The duo noted that Travis is a critical military transport hub known as the “Gateway to the Pacific” that serves as a key conduit for shipments to Ukraine, among other key functions.
“My concerns with the land acquisition in Solano County have always been on national security and food security,” Thompson said in a statement. “Their rapid acquisition of land around Travis Air Force Base caused concern about who was making the purchases and their ultimate goal.”
A spokesperson for Travis Air Force base confirmed that “senior officials are actively supporting all involved federal and Solano County agencies regarding the land purchases.” The spokesperson referred further questions to the Treasury Department.
The Treasury Department did not return multiple requests for comment.
When reached for comment, a Flannery Associates spokesperson said the project has “no other foreign investors” beyond those it has disclosed.
The firm has said its investors are passive and have no role in day-to-day operations.
“While most area electeds have taken an open-minded approach to the opportunity our project presents for local jobs, investments, homes for middle class families, and clean power, a couple of local politicians are unfortunately and irresponsibly spreading rumors and misinformation to insinuate that California Forever is a not an American company,” the spokesperson said.
Flannery said it has “complied with all government inquiries” and provided documents that “unquestionably prove that over 97% of our invested capital comes from US investors, and that the remaining less than 3% comes from UK and Irish investors.”
So far, the list of publicly-disclosed Flannery investors includes Hoffman, Andreesen, his investment firm Andreesen Horowitz, former Sequoia Capital partner Michael Moritz, Stripe co-founders Patrick and John Collison, Chris Dixon, John Dooer, Nat Friedman, Daniel Gross and Laurene Powell Jobs, the prominent philanthropist and widow of Apple co-founder Steve Jobs.
Moritz spent nearly four decades at Sequoia Capital and helped spearhead the venture firm’s expansion into China before exiting last June.

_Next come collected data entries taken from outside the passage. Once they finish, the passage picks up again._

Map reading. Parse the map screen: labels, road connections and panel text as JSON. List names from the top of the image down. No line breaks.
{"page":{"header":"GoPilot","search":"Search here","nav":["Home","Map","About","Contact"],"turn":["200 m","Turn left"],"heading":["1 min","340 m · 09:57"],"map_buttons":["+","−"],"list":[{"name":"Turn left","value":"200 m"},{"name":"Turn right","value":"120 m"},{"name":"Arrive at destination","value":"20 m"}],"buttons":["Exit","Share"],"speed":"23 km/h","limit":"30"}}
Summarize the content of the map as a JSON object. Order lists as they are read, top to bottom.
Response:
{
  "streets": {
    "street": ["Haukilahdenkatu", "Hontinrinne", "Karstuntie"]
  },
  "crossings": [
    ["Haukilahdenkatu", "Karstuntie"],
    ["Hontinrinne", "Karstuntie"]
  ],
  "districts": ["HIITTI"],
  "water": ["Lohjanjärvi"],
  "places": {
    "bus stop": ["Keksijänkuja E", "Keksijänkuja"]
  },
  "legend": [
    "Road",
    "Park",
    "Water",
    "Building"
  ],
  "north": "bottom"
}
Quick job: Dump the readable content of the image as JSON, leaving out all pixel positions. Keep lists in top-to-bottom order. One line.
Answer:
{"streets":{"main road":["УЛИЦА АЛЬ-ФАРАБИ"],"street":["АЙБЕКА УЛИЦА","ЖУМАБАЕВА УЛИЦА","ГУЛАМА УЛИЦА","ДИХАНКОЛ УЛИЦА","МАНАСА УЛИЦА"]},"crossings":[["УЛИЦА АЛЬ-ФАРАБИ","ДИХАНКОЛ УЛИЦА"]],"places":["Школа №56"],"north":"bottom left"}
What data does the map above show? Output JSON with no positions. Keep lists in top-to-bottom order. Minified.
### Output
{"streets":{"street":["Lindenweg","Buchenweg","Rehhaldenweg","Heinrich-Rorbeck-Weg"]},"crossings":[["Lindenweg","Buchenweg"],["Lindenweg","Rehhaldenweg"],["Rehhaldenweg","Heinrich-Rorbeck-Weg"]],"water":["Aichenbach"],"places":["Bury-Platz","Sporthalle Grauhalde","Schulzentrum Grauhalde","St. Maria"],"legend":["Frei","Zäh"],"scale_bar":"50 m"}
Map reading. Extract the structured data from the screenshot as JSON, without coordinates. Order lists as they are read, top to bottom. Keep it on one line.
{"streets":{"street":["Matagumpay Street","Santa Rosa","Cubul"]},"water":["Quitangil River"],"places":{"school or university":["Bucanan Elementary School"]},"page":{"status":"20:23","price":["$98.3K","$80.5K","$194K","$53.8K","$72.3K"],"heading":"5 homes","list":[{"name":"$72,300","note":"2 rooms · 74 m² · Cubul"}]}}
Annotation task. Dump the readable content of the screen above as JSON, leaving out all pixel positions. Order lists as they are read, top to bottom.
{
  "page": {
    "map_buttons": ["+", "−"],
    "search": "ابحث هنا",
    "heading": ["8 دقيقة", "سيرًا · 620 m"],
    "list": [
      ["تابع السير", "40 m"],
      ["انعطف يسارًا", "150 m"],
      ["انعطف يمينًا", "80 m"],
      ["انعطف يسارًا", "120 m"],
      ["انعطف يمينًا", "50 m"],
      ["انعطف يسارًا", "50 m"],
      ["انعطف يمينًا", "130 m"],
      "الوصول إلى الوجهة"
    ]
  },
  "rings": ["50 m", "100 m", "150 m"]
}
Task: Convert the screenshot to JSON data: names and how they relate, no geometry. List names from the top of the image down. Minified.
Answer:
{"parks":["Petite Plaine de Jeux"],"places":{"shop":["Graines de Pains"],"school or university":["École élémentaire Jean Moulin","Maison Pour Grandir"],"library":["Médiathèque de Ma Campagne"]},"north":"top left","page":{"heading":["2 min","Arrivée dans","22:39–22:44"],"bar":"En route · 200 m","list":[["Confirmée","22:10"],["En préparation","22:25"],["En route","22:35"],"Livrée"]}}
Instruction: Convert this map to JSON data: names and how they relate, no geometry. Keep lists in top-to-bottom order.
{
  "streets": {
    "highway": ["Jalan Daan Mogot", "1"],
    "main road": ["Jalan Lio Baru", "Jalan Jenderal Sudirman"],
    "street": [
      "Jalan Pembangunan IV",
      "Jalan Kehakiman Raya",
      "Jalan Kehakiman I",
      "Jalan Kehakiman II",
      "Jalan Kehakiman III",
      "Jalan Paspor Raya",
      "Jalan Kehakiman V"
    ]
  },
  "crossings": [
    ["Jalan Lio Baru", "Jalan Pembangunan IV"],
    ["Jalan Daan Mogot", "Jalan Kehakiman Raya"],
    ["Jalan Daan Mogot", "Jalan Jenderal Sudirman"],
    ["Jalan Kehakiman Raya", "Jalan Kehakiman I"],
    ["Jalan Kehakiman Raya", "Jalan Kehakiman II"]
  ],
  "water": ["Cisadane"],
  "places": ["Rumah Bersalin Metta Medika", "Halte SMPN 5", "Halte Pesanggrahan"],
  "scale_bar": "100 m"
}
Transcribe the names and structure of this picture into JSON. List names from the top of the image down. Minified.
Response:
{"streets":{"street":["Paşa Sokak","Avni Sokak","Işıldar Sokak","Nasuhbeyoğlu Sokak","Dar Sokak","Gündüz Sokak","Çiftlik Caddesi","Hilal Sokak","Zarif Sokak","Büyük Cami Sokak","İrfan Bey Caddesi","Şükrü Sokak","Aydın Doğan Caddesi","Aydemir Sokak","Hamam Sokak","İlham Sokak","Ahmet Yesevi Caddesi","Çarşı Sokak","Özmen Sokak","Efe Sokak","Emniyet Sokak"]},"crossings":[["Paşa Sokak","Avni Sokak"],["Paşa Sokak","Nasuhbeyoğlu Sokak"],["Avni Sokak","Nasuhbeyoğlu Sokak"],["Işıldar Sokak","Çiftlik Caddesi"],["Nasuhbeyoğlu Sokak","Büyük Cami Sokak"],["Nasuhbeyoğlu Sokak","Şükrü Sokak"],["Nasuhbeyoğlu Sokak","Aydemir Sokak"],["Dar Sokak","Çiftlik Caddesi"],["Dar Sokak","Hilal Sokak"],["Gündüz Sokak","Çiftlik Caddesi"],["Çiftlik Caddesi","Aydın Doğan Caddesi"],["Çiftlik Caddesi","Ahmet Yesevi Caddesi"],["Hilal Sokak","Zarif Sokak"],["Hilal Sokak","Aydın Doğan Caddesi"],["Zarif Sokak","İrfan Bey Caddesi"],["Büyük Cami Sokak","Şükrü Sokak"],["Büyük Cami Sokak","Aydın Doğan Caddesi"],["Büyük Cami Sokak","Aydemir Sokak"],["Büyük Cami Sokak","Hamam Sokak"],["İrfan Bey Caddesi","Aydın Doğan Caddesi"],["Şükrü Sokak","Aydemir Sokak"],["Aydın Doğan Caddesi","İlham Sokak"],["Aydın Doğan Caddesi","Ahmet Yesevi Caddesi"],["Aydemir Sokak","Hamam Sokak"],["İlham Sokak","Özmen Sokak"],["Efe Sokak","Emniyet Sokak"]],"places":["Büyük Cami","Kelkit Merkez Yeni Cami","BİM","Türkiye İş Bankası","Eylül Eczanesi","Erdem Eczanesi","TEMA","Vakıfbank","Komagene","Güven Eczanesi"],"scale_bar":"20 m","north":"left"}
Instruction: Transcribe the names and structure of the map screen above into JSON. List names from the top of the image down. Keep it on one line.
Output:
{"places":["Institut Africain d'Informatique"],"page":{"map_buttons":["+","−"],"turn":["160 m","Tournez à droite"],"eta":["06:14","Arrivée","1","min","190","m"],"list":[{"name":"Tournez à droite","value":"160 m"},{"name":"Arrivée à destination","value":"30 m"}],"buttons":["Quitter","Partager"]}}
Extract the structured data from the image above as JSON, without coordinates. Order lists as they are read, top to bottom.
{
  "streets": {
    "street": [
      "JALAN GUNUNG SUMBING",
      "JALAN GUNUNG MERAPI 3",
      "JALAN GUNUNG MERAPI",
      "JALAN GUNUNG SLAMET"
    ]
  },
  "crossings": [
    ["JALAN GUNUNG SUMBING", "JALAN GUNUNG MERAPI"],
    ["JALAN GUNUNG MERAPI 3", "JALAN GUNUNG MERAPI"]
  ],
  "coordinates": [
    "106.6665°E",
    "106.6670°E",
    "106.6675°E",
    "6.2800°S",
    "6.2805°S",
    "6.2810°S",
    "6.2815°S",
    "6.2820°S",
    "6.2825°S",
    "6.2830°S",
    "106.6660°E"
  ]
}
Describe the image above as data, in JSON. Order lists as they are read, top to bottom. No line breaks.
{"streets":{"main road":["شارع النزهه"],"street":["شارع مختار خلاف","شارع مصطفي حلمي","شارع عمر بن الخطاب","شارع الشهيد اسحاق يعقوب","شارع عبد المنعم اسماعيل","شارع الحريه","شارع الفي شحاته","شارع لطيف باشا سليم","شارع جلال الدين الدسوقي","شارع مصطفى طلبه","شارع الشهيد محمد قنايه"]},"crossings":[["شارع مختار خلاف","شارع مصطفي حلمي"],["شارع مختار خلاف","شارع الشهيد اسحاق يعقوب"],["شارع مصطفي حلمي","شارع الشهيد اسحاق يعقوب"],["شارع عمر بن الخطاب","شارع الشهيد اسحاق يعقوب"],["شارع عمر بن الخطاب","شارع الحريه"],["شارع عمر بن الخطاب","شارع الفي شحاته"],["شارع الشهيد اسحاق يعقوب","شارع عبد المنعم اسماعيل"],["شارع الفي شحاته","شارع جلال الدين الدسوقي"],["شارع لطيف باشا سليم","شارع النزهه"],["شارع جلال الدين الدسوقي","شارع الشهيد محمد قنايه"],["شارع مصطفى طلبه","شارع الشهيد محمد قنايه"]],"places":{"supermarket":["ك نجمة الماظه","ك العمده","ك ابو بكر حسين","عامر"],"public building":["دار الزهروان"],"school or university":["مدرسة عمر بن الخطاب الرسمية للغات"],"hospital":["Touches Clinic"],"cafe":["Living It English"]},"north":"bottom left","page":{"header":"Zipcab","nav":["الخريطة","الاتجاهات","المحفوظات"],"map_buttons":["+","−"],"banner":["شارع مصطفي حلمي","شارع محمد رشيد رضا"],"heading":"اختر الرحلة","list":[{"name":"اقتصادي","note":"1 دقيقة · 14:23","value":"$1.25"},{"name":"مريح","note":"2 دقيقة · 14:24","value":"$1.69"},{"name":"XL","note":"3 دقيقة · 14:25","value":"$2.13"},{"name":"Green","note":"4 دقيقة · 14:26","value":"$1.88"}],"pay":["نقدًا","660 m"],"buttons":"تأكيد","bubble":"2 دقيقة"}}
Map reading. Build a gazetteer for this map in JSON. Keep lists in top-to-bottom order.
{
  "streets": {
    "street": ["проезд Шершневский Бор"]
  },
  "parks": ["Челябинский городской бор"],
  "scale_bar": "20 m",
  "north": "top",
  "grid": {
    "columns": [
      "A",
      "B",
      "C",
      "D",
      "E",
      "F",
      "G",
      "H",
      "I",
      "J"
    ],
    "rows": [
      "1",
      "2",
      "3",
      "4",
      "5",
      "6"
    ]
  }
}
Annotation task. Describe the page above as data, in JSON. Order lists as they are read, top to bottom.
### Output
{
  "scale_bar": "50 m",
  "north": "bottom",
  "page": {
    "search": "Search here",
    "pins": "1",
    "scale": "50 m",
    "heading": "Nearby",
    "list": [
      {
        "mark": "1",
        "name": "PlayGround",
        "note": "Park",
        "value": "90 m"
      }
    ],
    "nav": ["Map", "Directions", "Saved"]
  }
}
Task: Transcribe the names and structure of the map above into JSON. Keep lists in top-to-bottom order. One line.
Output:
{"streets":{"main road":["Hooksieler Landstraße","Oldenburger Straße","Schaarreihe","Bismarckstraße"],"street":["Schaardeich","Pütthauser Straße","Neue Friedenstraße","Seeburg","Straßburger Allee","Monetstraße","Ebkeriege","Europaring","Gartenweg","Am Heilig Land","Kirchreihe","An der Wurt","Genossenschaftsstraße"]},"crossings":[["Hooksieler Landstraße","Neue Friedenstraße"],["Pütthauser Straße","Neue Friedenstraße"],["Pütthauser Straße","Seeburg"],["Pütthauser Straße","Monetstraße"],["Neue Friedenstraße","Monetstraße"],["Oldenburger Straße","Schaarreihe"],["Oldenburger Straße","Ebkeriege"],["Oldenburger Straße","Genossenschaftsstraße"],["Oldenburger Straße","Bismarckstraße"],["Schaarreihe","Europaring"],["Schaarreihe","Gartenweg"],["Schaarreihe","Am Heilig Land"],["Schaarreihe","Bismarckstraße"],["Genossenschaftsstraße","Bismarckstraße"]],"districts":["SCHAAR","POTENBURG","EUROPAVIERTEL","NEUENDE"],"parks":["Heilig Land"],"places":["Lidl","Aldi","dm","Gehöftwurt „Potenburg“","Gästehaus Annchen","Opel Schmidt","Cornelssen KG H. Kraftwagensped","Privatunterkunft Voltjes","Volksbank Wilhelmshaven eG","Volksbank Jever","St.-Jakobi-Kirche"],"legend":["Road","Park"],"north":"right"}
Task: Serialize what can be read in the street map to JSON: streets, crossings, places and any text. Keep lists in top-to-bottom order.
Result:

Sequoia Capital itself has not been linked to Flannery Associates or the “California Forever” project, though the House Select Committee on China recently revealed it was probing the firm’s investments and business interests in China.
Moritz did not immediately return requests for comment.
A Sequoia Capital spokesperson confirmed that the firm had received the select committee’s letter about the probe, was “reviewing it and will respond.”
Flannery CEO Jan Sramek has scrambled to downplay the project’s ties to the tech industry, describing it as a “city of yesterday.”
Its website specifically rejects the notion that it is building a “tech utopia” and said Flannery is “not proposing a pie-in-the-sky ‘utopian’ fantasy.”
Critics, including Garamendi and Moy, argue that Sramek and his team are merely trying to reframe the project due to local backlash.
“The story has changed,” Moy said. “Any credibility he was trying to earn after being secretive for five years is being lost because he’s changing the story now. That’s what happens with people who you can’t trust.”